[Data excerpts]
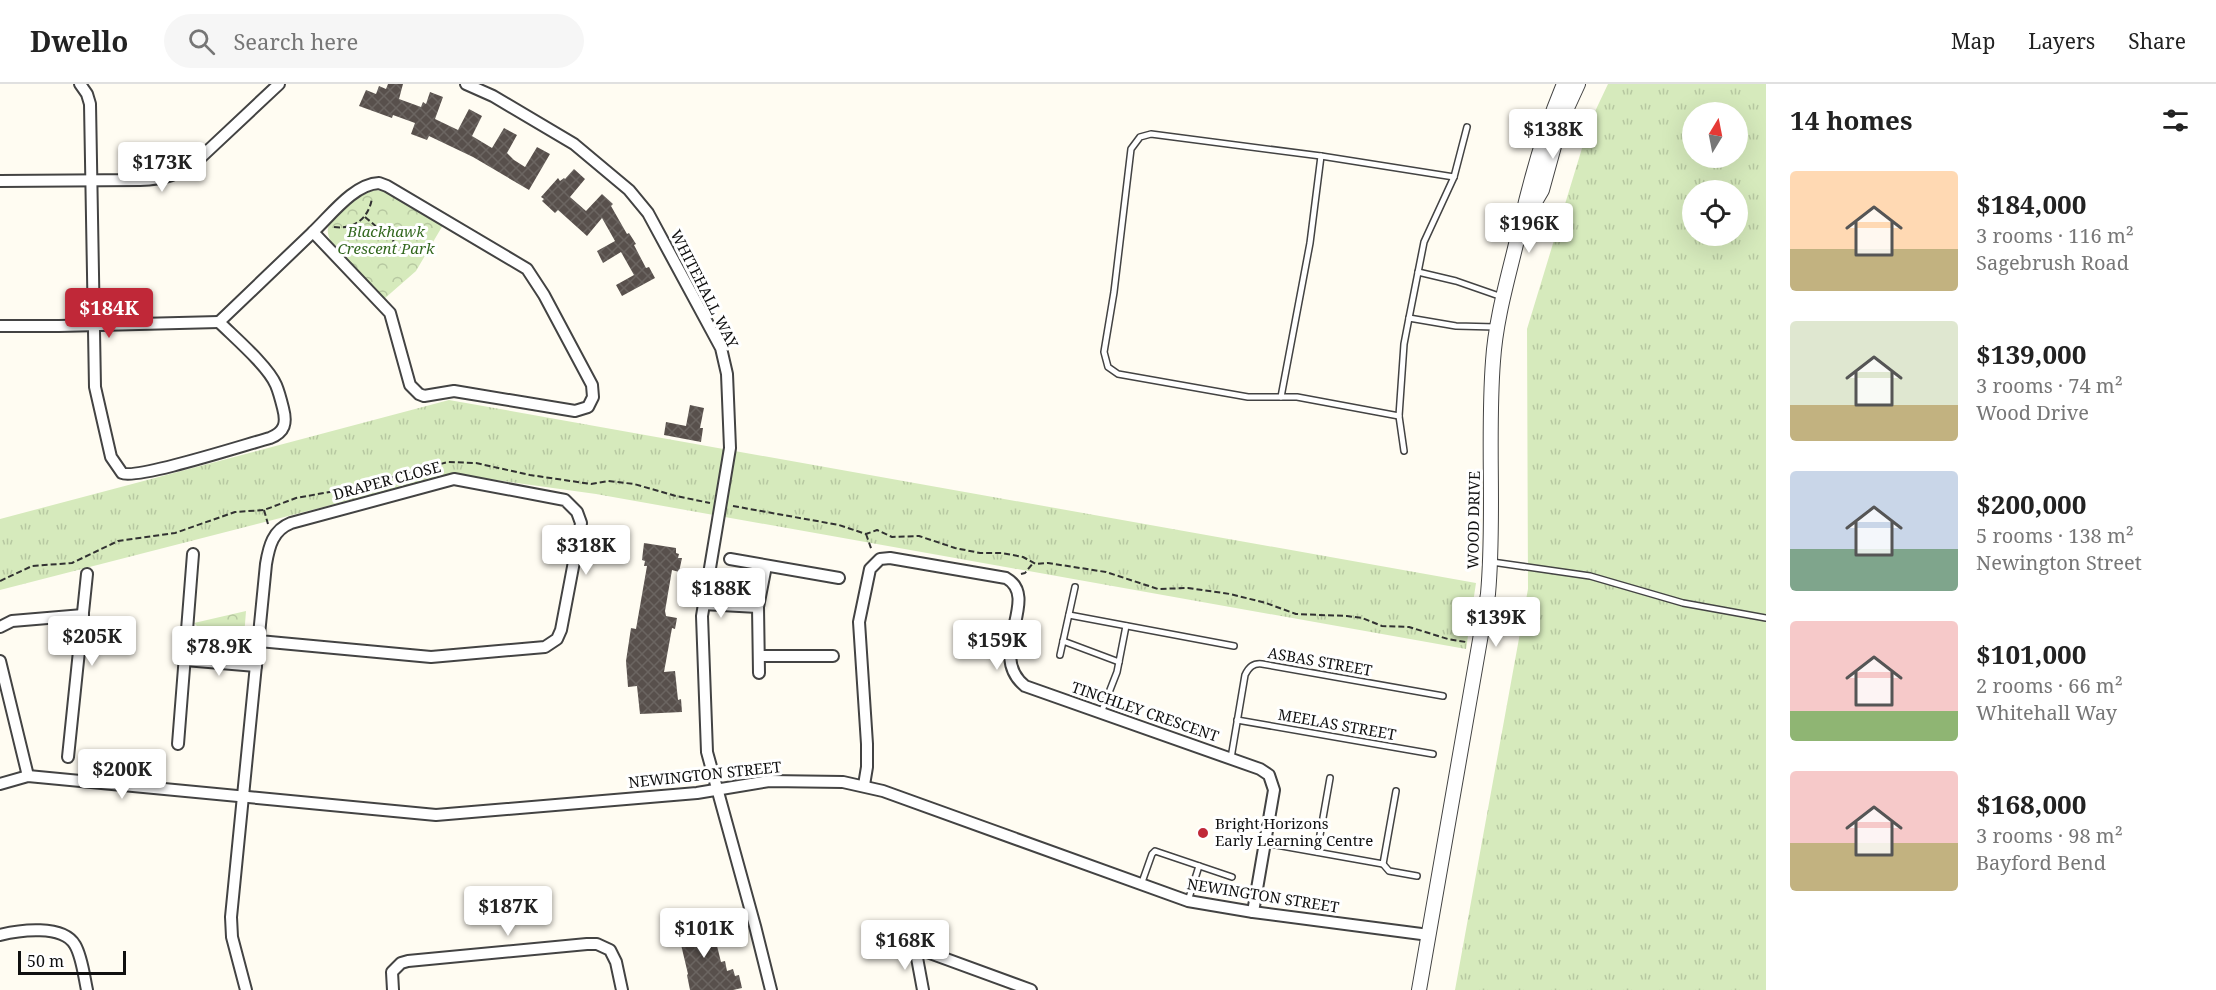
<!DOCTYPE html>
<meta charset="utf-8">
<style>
body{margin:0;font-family:"Noto Serif",serif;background:#f6f6f6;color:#222;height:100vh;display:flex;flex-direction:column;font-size:22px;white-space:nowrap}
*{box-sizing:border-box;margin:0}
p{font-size:20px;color:#767676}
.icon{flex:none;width:33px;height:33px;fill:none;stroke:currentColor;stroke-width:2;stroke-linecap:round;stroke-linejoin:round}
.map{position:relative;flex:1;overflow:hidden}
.details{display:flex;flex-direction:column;background:#fff;width:450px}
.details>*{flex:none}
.needle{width:39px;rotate:10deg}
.controls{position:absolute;left:1682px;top:18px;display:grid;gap:12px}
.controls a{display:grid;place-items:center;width:66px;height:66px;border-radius:50%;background:#fff;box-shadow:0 6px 24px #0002;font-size:30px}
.scale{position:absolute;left:18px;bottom:15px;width:108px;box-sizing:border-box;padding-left:6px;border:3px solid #101010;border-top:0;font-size:16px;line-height:21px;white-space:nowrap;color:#101010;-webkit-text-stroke:4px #fff;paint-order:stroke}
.price{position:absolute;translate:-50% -51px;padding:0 14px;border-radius:6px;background:#fff;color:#222;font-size:20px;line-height:39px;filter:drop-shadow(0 2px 3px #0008)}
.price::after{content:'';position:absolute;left:50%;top:36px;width:18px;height:14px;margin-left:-9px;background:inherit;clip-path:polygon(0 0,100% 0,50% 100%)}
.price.active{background:#c02838;color:#fff}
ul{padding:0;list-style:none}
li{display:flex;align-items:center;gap:18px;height:150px;padding:0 24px}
li span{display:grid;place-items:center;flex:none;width:168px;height:120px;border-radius:6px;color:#555}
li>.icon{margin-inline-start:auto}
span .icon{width:72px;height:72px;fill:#fffc;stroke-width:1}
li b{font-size:26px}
h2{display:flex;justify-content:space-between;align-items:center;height:72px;padding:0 24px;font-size:26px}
header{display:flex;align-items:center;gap:36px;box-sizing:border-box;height:84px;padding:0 30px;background:#fff;border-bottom:2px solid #e0e0e0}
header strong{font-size:28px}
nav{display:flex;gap:33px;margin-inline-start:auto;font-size:21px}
.search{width:420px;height:54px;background:#f6f6f6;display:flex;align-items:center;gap:15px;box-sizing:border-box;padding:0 21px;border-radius:33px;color:#767676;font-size:22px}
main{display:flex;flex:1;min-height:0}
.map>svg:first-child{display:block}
</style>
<header>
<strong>Dwello</strong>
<div class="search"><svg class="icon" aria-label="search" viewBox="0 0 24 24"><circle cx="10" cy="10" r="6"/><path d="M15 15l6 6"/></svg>Search here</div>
<nav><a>Map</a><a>Layers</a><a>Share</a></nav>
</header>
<main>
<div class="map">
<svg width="1766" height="906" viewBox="0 0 1766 906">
<defs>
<pattern id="grass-tufts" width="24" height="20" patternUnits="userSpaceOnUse" patternTransform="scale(1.5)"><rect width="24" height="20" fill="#d6eabc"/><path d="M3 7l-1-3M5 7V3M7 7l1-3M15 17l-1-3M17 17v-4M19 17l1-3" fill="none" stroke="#b7c8a1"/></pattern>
<pattern id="park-crowns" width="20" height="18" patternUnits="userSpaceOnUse" patternTransform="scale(1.5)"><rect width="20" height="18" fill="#d6eabc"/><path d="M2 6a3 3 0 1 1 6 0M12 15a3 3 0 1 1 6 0" fill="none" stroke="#b7c8a1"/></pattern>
<pattern id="building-cross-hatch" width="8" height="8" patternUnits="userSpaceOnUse" patternTransform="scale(1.5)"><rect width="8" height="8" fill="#58504c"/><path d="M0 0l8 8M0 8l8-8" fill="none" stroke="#6b6561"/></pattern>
</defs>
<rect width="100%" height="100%" fill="#fffcf2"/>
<g fill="url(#grass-tufts)" fill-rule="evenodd">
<path d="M 1608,0 L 1766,0 L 1766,906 L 1455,906 L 1528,505 L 1527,245 L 1590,38 ZM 1692,28 L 1737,28 L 1737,74 L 1692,74 ZM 1692,106 L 1737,106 L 1737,152 L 1692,152 Z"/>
<path d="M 449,316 L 1476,499 L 1466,565 L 596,410 L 452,390 L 0,506 L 0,435 Z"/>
</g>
<g fill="url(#park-crowns)">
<path d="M 376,106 L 386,108 L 443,141 L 416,187 L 384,215 L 331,158 C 329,153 327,149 328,144 C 331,132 364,107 376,106 Z"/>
<path d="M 246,527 L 243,566 L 237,572 L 201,568 L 202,557 L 197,556 L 199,544 L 194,539 Z"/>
</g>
<g fill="url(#building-cross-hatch)">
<path d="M 388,0 L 403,0 L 399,15 L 421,23 L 423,18 L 426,20 L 430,8 L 443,13 L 435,35 L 458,46 L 469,25 L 482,32 L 472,52 L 492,64 L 504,44 L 517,51 L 507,69 L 514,76 L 525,83 L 537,63 L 550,70 L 529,106 L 473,73 L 429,52 L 427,56 L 411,50 L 415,39 L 393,31 L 392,34 L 359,22 L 366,6 L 376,10 L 379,2 L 386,5 Z"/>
<path d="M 574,85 L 585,95 L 570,113 L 586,127 L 602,110 L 613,120 L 611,122 L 627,150 L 629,149 L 636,160 L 634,161 L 646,184 L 649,183 L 655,194 L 622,212 L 616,201 L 634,191 L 621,168 L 603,179 L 597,167 L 615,157 L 602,134 L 587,152 L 558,126 L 555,129 L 542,117 L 544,115 L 541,113 L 558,94 L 560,97 L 564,94 L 565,95 Z"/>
<path d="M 690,321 L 704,324 L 700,344 L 703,344 L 701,358 L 664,351 L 666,338 L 686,342 Z"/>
<path d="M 644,459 L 676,464 L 676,469 L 679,470 L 678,474 L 682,474 L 679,488 L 672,486 L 665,527 L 666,532 L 677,534 L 675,545 L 672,544 L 664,588 L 675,587 L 678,616 L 681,615 L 682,628 L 640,630 L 637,602 L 628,603 L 626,577 L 631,544 L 636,545 L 647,482 L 644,482 L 645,477 L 642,476 Z"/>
<path d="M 682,825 L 689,847 L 712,842 L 721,878 L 725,877 L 727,887 L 733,885 L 735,892 L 739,891 L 742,904 L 733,906 L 690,906 L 687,891 L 688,890 L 673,827 Z"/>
</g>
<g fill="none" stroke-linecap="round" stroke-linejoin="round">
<g stroke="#434343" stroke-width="8">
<g id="service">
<path d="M 1418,188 L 1456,197 L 1502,213"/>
<path d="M 1409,234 L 1456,242 L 1496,243"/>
<path d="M 1281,313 L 1310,159 L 1321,72"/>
<path d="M 1399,332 L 1297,313 L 1248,313 L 1118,290 L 1108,283 L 1104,268 L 1114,208 L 1131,65 L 1140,53 L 1151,50 L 1321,72 L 1454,93"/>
<path d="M 1404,367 L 1399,332 L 1404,260 L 1409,234 L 1424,158 L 1454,93 L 1467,43"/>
<path d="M 1492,478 L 1590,492 L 1683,519 L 1766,534"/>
<path d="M 1069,531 L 1234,562"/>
<path d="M 1063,557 L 1119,578"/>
<path d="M 1060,571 L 1075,503"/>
<path d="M 1101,629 L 1117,588 L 1126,542"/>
<path d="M 1237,636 L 1433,670"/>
<path d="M 1231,674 L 1245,591 C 1249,583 1253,579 1262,580 L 1443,612"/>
<path d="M 1265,759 L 1383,780 L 1396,707"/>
<path d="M 1317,768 L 1330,694"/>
<path d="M 1383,780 L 1389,787 L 1417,792"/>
<path d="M 1141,801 L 1152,770 L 1155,767 L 1232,793"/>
<path d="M 1188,817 L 1199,782"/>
</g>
</g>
<g stroke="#434343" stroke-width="14">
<g id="minor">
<path d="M 80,0 L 87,10 L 90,20 L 95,303 L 111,373 L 122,389 C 137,396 247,360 270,354 C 285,348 287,339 283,324 C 281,316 279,308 276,301 C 268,282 234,253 219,238"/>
<path d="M 466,0 L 493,12 L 574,60 L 629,106 L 648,129 L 721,264 L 727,290 L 730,364 L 702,532 L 707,668 L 755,842 L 771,906"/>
<path d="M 0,97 L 140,96 C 164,95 179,91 198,76 L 279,0"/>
<path d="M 379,99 L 387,102 L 527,185 L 544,211 L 592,301 L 593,313 L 588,323 L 575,327 L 454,307 L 424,312 L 419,310 L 410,301 L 390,229 L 313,148 C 331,131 354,100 379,99 Z"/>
<path d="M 219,238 L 313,148"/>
<path d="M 0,242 L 59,242 L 219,238"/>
<path d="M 730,475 L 839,494"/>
<path d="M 703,520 L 758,523"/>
<path d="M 0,543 L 12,537 L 83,531"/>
<path d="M 759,572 L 833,572"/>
<path d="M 185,576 L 256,582"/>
<path d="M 0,577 L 28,692"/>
<path d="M 759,589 L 758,523 L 766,482"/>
<path d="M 178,660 L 193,470"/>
<path d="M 68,673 L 87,490"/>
<path d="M 0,700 L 28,692 L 436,731 L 697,709 L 769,697 L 843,698 L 883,707 L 1188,817 L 1253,828 L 1429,851"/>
<path d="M 864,701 L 867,683 L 867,660 L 859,538 L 870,485 L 880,475 L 890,474 L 1006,494 C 1042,514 985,570 1025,602 L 1260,685 L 1269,691 L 1274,706 L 1253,828"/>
<path d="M 0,851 C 19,846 63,840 75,861 C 82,873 84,892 87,906"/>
<path d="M 886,853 L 1031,906"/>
<path d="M 915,863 L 923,906"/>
<path d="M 246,906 L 232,853 L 231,833 L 266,480 C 269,462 273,446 291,439 L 454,395 L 565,416 L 577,428 L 581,439 L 580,446 L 561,546 L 557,555 L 545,563 L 431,573 L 259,557"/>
<path d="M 393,906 L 392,888 L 401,879 L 408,877 L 587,860 L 597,860 L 610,866 L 616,878 L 622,906"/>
</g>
</g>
<g stroke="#434343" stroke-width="16">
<g id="tertiary">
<path d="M 1525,135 L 1542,106 L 1561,37 L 1578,0"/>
<path d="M 1419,906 L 1488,510 C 1495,432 1487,355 1493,277 C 1496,231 1510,188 1520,143 C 1531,94 1544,47 1564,0"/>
</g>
</g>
<g stroke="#323232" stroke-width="2" stroke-dasharray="6 3" stroke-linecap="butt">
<path d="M 365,133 L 404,166"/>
<path d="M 334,143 C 354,146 369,134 372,114"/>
<path d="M 733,422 L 839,441 L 866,450 L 877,446 L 892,453 L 919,452 L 955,464 L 980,469 L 1002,469 L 1023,473 L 1036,480 L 1048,479 L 1106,488 L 1158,505 L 1188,504 L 1230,510 L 1266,519 L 1296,530 L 1347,532 L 1362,534 L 1382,542 L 1409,543 L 1448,555 L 1466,558"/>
<path d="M 264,426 L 268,440"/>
<path d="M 866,450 L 872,467"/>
<path d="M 1021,490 L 1025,489 L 1033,479"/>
<path d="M 0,497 L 32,482 L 72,479 L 118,457 L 175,449 L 235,428 L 264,426 L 296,414 L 352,404 L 448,378 L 476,379 L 530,391 L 591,400 L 608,397 L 634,400 L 676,412 L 710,419"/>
</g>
<use href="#service" stroke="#fff" stroke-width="5"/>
<use href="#minor" stroke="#fff" stroke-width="10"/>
<use href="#tertiary" stroke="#fff" stroke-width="14"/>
</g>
<circle fill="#c02838" stroke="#fff" stroke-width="2" cx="1203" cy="749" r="6"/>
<g text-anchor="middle" stroke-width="6" stroke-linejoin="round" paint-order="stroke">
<g font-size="15" font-style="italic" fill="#33681f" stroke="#fff">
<text x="386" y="153">Blackhawk<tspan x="386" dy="17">Crescent Park</tspan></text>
</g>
<g font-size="15" fill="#101010" stroke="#fff">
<text transform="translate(704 205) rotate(63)" y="5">WHITEHALL WAY</text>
<text transform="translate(387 397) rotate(-15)" y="5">DRAPER CLOSE</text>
<text transform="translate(1474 436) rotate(-89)" y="5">WOOD DRIVE</text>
<text transform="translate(1320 578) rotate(10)" y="5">ASBAS STREET</text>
<text transform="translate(1145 628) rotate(19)" y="5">TINCHLEY CRESCENT</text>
<text transform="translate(1337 641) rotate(10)" y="5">MEELAS STREET</text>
<text transform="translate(705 691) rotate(-6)" y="5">NEWINGTON STREET</text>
<text transform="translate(1263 812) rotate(9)" y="5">NEWINGTON STREET</text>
</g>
<g font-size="15" fill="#101010" stroke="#fff" text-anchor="start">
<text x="1215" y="745">Bright Horizons<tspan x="1215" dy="17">Early Learning Centre</tspan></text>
</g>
</g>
</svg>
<div class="controls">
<a><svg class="needle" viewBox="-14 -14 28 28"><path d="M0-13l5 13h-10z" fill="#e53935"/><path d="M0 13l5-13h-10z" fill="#767676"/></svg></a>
<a><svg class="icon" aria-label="locate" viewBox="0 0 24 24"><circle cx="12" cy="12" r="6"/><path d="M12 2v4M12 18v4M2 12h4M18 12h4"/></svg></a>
</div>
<div class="scale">50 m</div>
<b class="price" style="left:1553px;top:76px">$138K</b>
<b class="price" style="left:162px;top:109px">$173K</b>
<b class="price" style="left:1529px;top:170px">$196K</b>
<b class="price active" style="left:109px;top:255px">$184K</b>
<b class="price" style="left:586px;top:492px">$318K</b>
<b class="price" style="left:721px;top:535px">$188K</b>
<b class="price" style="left:1496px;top:564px">$139K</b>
<b class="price" style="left:92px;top:583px">$205K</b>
<b class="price" style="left:997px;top:587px">$159K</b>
<b class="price" style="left:219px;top:593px">$78.9K</b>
<b class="price" style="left:122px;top:716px">$200K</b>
<b class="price" style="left:508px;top:853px">$187K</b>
<b class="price" style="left:704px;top:875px">$101K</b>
<b class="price" style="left:905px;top:887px">$168K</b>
</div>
<section class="details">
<h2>14 homes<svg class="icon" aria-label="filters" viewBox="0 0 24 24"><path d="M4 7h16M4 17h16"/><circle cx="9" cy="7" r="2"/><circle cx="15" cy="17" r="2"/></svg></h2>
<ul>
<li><span style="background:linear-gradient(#ffd9b3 65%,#c2b280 0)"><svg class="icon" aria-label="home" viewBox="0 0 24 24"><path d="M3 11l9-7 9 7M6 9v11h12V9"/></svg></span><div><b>$184,000</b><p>3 rooms · 116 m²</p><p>Sagebrush Road</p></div></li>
<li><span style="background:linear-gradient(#dfe7d0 70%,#c2b280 0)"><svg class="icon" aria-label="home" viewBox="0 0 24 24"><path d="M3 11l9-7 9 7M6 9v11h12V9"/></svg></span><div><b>$139,000</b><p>3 rooms · 74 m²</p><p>Wood Drive</p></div></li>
<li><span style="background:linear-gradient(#c9d6e8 65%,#7fa58c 0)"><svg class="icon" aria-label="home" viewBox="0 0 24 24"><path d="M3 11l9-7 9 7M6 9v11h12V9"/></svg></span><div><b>$200,000</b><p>5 rooms · 138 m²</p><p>Newington Street</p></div></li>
<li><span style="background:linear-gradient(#f6c9c9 75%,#8fb573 0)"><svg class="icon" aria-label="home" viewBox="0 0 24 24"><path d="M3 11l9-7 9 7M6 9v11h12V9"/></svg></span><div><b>$101,000</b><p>2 rooms · 66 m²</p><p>Whitehall Way</p></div></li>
<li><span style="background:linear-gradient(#f6c9c9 60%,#c2b280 0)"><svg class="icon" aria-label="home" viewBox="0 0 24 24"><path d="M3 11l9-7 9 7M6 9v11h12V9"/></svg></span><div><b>$168,000</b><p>3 rooms · 98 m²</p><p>Bayford Bend</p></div></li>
</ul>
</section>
</main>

_Activity_
Scan the data above. Return every line with "shadow" in it.

_Task answer_
.controls a{display:grid;place-items:center;width:66px;height:66px;border-radius:50%;background:#fff;box-shadow:0 6px 24px #0002;font-size:30px}
.price{position:absolute;translate:-50% -51px;padding:0 14px;border-radius:6px;background:#fff;color:#222;font-size:20px;line-height:39px;filter:drop-shadow(0 2px 3px #0008)}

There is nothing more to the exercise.